:: What the exercise asks ::
For this listing, the lines between the one holding "1155 12 1150" and the one holding "M1243 654 1284 645 1308 631", inclusive, must be set down exactly.

==== The data ====

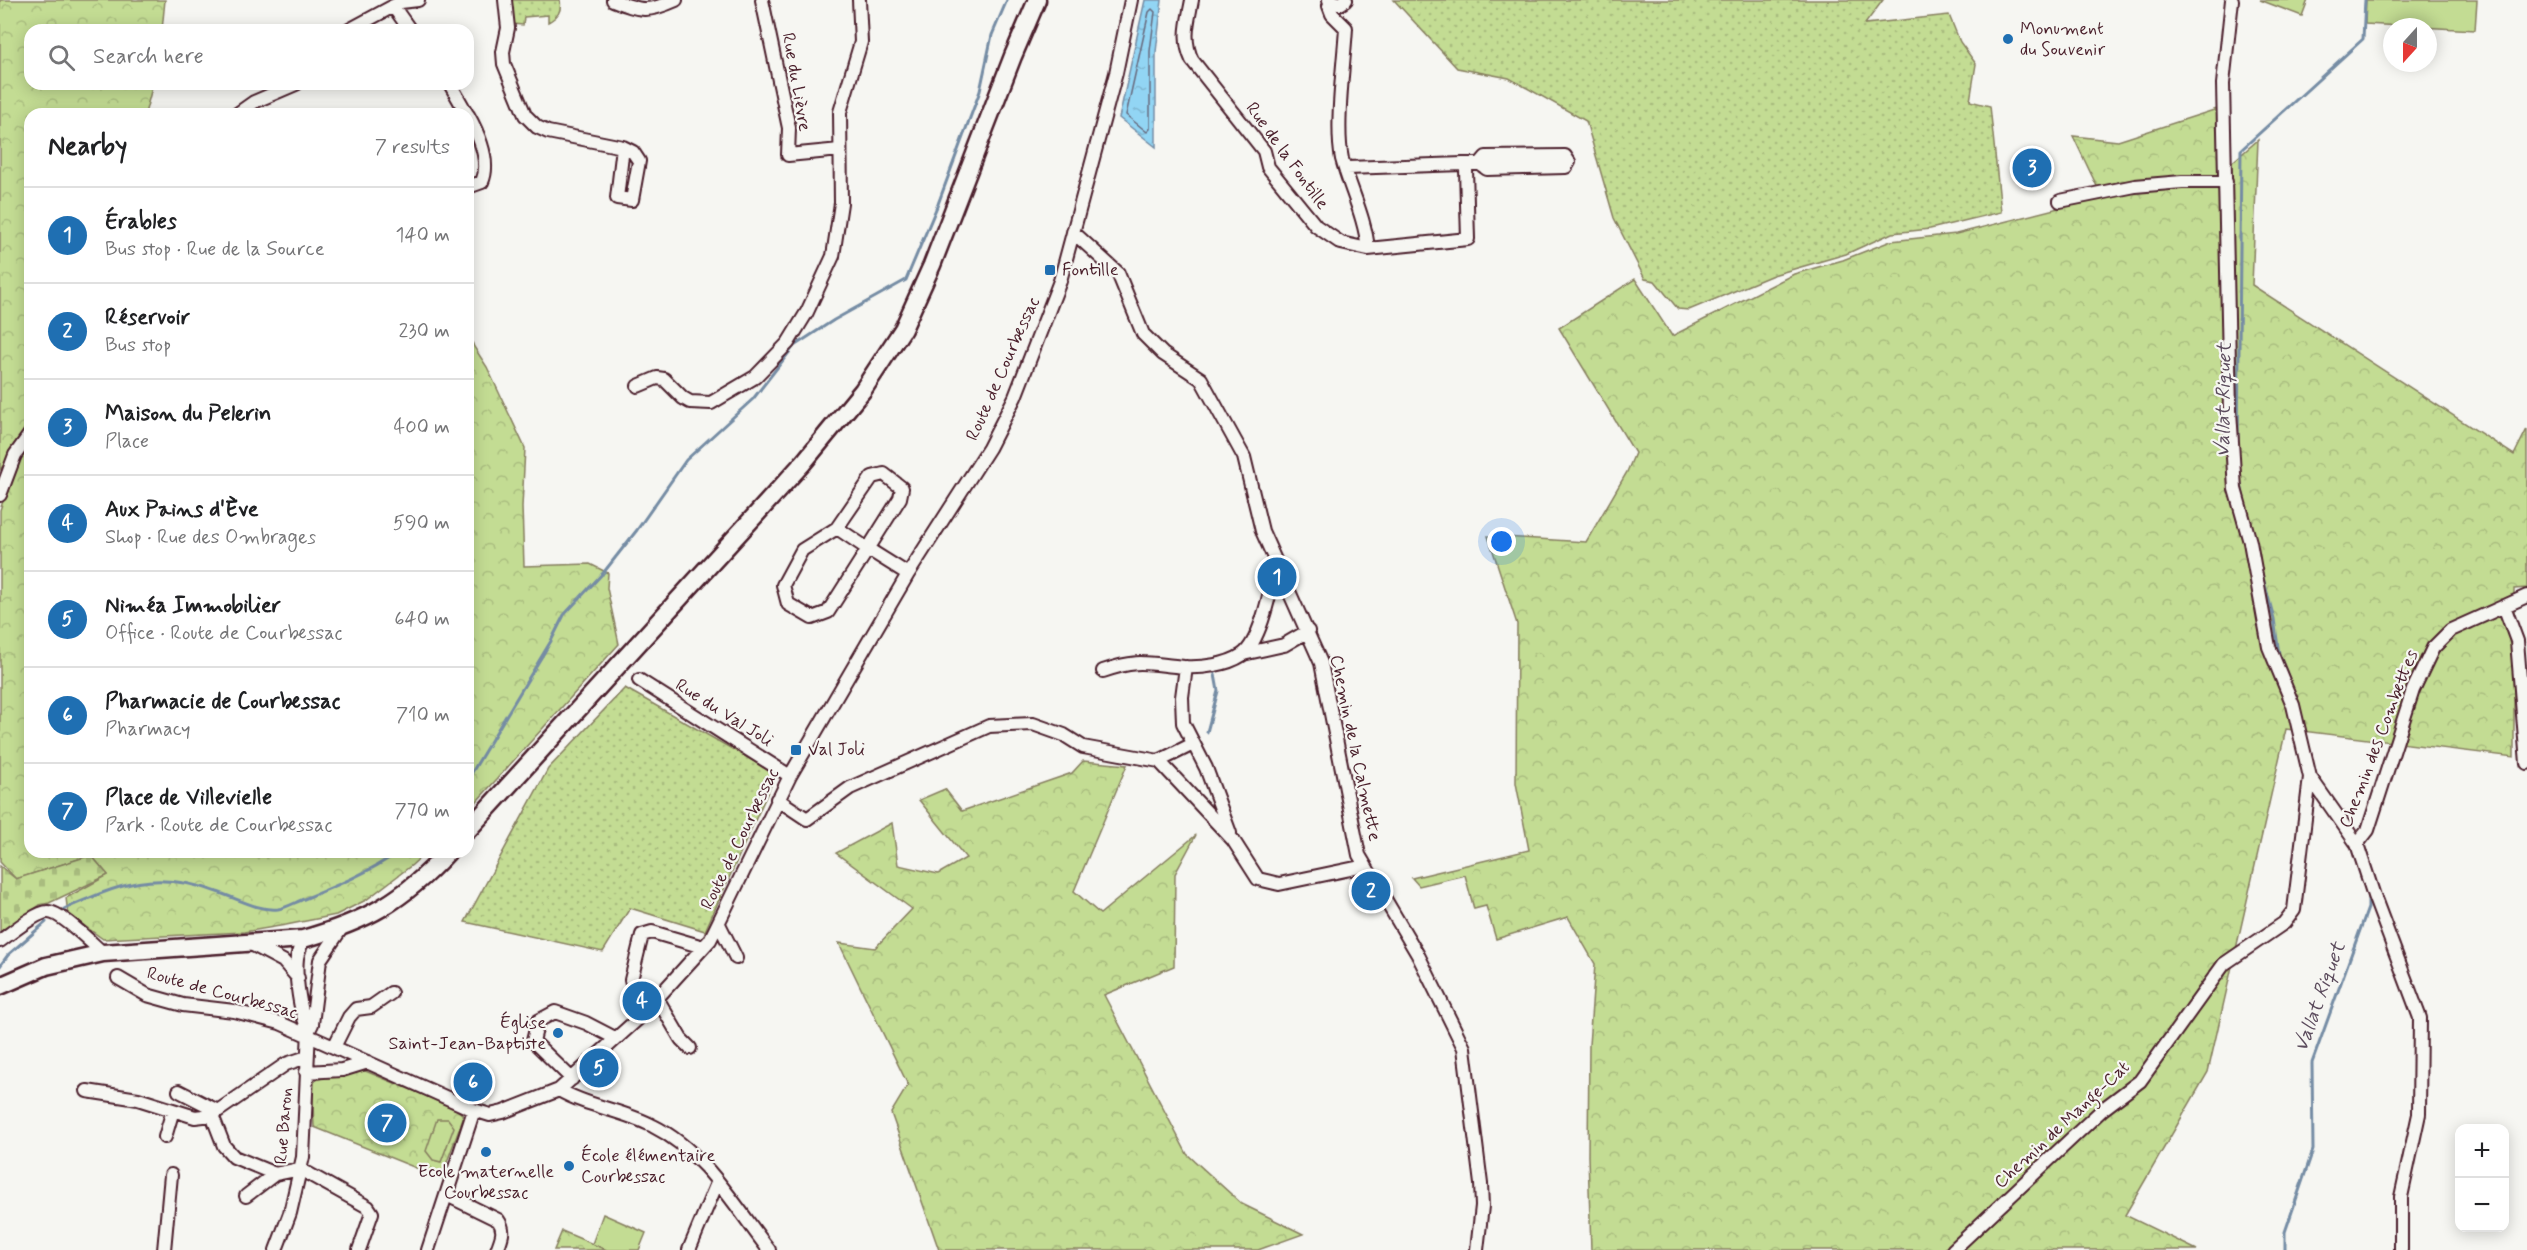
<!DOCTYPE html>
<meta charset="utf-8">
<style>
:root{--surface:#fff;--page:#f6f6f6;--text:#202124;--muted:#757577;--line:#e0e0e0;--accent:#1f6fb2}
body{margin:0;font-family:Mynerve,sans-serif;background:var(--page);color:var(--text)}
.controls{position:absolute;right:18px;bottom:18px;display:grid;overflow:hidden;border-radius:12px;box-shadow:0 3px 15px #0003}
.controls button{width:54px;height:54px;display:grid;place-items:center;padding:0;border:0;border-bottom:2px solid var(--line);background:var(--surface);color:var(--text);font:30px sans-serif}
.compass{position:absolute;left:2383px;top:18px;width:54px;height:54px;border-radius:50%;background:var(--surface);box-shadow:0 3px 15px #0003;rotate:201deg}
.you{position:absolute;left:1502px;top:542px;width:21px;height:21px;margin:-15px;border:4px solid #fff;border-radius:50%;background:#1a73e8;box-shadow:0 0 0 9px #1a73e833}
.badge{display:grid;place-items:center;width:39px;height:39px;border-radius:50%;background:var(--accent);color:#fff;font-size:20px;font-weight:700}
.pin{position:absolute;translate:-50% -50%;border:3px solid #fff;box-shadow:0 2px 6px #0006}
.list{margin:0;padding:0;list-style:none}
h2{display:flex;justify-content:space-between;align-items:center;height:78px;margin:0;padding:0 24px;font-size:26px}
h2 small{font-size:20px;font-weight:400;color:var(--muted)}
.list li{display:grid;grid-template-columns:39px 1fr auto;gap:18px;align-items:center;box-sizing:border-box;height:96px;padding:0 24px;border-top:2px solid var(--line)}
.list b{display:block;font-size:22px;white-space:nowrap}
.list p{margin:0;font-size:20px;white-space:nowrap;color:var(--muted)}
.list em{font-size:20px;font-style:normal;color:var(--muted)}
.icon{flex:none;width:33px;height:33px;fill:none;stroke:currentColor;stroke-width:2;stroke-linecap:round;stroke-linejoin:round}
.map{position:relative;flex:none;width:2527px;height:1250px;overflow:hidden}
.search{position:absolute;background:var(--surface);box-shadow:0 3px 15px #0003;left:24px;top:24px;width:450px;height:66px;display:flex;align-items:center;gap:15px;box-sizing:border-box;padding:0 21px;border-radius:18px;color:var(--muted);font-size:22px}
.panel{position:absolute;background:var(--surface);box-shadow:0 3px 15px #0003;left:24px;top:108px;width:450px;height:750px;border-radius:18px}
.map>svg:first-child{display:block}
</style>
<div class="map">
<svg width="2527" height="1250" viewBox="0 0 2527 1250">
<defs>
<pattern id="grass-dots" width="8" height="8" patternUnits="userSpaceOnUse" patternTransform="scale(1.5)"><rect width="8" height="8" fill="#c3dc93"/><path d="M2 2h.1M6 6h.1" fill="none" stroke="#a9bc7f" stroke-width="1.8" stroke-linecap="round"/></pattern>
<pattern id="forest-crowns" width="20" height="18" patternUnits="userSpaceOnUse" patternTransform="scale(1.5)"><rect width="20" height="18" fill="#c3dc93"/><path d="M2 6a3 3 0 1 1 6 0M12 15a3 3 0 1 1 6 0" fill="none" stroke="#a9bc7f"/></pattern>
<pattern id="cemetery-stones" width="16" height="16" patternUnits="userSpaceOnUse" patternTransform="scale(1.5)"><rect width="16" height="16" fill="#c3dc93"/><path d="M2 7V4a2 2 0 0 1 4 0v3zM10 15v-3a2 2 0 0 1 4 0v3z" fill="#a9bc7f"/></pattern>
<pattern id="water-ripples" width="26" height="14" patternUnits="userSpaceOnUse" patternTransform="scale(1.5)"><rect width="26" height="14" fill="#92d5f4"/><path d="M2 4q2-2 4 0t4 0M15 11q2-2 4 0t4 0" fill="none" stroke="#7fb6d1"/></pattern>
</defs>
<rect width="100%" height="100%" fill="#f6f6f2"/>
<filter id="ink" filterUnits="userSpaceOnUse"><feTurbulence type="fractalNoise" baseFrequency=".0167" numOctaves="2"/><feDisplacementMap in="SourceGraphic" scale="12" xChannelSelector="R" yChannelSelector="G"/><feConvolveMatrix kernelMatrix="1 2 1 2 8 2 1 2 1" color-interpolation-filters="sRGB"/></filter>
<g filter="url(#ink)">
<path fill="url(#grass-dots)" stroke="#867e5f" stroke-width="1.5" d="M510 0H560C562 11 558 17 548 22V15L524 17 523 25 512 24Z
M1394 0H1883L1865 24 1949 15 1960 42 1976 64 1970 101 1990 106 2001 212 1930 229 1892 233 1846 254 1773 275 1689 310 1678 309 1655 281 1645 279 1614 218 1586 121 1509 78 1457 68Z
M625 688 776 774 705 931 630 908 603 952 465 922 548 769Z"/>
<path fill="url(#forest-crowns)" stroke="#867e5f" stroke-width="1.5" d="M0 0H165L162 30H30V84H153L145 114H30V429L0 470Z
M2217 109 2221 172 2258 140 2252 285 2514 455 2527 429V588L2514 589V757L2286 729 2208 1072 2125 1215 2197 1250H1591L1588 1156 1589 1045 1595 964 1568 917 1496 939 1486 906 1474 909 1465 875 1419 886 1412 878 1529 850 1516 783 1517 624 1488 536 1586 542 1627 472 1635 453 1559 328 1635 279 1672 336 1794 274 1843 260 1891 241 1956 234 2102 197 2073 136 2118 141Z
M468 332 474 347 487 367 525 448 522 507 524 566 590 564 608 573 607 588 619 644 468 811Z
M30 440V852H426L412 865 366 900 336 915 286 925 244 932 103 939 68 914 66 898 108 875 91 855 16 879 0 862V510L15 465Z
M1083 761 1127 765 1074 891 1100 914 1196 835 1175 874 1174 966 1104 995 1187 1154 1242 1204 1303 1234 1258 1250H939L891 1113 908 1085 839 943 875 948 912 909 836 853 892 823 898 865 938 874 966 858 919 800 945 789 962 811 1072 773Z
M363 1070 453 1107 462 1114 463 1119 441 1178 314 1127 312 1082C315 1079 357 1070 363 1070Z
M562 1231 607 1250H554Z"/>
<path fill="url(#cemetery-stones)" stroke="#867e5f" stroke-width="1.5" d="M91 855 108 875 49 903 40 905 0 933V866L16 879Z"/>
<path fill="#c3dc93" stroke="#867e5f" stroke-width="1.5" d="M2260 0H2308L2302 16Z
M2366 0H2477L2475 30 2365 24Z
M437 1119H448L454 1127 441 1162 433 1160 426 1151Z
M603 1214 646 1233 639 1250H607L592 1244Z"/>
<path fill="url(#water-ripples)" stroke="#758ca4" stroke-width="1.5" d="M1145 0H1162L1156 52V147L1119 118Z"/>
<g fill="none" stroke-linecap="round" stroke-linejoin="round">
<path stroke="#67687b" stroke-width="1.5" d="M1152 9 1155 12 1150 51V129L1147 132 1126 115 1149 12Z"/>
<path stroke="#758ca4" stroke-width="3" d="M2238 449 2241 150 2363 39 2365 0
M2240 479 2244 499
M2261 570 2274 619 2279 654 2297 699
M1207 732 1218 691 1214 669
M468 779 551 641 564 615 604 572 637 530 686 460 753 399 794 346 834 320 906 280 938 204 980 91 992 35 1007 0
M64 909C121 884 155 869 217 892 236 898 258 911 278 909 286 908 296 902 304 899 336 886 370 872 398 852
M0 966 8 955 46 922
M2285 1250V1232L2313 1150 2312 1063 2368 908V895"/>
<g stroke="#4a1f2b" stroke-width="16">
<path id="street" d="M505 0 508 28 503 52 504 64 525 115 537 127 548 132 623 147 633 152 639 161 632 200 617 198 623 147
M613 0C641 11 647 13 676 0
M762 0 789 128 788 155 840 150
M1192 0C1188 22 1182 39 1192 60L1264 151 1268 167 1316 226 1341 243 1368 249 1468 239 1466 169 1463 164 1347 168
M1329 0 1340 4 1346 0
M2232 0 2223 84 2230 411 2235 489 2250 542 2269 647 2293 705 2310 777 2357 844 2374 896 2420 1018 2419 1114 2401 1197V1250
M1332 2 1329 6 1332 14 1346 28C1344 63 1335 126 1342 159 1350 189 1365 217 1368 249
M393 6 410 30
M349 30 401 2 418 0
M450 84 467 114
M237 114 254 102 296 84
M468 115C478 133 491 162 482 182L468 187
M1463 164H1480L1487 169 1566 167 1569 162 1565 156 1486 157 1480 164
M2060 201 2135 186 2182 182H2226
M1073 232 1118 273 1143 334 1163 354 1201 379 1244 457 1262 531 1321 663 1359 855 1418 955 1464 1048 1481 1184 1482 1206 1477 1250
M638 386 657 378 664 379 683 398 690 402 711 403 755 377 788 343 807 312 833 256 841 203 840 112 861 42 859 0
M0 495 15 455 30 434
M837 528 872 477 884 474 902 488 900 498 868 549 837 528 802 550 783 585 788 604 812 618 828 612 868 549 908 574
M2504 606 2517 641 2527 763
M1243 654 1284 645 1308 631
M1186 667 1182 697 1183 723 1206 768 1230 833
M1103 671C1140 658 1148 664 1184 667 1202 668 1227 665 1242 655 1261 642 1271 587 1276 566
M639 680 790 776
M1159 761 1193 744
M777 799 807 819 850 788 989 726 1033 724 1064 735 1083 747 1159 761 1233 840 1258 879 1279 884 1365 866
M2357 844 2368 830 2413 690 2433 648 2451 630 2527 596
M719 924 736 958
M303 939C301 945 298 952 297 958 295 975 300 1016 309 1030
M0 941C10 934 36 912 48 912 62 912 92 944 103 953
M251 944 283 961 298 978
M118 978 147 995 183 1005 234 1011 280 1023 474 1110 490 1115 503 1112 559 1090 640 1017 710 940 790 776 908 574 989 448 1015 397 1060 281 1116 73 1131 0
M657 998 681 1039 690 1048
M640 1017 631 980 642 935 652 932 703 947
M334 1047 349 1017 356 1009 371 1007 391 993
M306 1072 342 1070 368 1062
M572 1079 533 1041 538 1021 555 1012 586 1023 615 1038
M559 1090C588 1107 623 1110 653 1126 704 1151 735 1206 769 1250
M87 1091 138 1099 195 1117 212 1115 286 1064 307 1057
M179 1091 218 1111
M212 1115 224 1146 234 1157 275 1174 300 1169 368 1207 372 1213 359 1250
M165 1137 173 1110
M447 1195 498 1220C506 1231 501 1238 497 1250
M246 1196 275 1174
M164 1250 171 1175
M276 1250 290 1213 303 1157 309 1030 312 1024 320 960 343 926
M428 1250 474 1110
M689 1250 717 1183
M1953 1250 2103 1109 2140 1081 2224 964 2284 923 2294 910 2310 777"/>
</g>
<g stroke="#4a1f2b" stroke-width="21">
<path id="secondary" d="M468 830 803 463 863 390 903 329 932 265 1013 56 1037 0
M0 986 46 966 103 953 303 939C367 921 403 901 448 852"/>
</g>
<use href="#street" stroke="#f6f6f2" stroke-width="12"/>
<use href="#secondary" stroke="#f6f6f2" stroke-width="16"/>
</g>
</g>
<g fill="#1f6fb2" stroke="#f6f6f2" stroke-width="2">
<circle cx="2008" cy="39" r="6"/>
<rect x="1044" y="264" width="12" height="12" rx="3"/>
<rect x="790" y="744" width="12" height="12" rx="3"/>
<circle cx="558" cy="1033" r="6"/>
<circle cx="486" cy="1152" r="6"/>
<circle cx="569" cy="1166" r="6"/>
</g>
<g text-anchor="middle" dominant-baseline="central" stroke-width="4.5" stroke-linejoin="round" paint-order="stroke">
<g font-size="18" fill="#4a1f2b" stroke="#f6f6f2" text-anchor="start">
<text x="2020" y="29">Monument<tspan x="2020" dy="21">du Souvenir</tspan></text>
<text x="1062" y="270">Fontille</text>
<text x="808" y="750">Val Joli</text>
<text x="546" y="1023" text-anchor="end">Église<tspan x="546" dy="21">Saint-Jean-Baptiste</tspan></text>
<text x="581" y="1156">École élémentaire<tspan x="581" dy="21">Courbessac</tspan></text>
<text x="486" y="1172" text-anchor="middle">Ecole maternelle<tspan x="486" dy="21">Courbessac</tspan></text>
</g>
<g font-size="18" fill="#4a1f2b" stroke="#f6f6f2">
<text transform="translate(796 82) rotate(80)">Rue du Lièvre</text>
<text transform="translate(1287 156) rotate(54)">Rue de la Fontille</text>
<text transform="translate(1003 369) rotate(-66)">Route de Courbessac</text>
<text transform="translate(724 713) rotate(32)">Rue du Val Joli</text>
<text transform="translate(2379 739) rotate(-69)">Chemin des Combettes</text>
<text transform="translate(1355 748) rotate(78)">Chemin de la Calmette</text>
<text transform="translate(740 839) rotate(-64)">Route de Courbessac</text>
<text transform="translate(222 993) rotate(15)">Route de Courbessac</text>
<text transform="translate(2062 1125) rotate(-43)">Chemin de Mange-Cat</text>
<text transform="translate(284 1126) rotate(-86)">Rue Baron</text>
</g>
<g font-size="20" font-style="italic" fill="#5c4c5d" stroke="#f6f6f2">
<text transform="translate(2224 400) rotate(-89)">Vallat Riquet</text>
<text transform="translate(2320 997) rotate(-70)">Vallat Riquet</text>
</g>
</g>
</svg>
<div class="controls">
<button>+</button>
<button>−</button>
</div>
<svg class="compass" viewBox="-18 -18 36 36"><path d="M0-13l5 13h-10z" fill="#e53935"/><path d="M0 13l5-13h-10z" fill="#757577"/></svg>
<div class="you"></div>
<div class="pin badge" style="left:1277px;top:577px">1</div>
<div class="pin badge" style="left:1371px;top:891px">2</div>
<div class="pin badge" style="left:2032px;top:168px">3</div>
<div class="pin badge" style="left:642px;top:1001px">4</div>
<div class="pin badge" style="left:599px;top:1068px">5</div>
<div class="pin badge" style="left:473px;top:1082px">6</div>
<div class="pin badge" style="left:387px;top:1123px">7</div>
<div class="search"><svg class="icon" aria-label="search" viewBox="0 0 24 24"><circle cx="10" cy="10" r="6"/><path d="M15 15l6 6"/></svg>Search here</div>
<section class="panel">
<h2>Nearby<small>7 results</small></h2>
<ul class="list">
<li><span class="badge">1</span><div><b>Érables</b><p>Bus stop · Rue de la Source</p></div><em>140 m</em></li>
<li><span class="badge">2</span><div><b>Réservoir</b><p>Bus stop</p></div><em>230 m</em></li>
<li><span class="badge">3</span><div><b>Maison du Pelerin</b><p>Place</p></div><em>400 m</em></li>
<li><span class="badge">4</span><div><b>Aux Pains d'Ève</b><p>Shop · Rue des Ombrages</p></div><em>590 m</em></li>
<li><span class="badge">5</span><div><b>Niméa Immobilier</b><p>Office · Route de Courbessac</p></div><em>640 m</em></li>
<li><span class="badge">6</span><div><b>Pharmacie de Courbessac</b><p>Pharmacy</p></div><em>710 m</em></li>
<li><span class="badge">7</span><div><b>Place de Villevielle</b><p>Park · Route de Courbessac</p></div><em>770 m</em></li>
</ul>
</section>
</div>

====

:: Solution to this task ::
<path stroke="#67687b" stroke-width="1.5" d="M1152 9 1155 12 1150 51V129L1147 132 1126 115 1149 12Z"/>
<path stroke="#758ca4" stroke-width="3" d="M2238 449 2241 150 2363 39 2365 0
M2240 479 2244 499
M2261 570 2274 619 2279 654 2297 699
M1207 732 1218 691 1214 669
M468 779 551 641 564 615 604 572 637 530 686 460 753 399 794 346 834 320 906 280 938 204 980 91 992 35 1007 0
M64 909C121 884 155 869 217 892 236 898 258 911 278 909 286 908 296 902 304 899 336 886 370 872 398 852
M0 966 8 955 46 922
M2285 1250V1232L2313 1150 2312 1063 2368 908V895"/>
<g stroke="#4a1f2b" stroke-width="16">
<path id="street" d="M505 0 508 28 503 52 504 64 525 115 537 127 548 132 623 147 633 152 639 161 632 200 617 198 623 147
M613 0C641 11 647 13 676 0
M762 0 789 128 788 155 840 150
M1192 0C1188 22 1182 39 1192 60L1264 151 1268 167 1316 226 1341 243 1368 249 1468 239 1466 169 1463 164 1347 168
M1329 0 1340 4 1346 0
M2232 0 2223 84 2230 411 2235 489 2250 542 2269 647 2293 705 2310 777 2357 844 2374 896 2420 1018 2419 1114 2401 1197V1250
M1332 2 1329 6 1332 14 1346 28C1344 63 1335 126 1342 159 1350 189 1365 217 1368 249
M393 6 410 30
M349 30 401 2 418 0
M450 84 467 114
M237 114 254 102 296 84
M468 115C478 133 491 162 482 182L468 187
M1463 164H1480L1487 169 1566 167 1569 162 1565 156 1486 157 1480 164
M2060 201 2135 186 2182 182H2226
M1073 232 1118 273 1143 334 1163 354 1201 379 1244 457 1262 531 1321 663 1359 855 1418 955 1464 1048 1481 1184 1482 1206 1477 1250
M638 386 657 378 664 379 683 398 690 402 711 403 755 377 788 343 807 312 833 256 841 203 840 112 861 42 859 0
M0 495 15 455 30 434
M837 528 872 477 884 474 902 488 900 498 868 549 837 528 802 550 783 585 788 604 812 618 828 612 868 549 908 574
M2504 606 2517 641 2527 763
M1243 654 1284 645 1308 631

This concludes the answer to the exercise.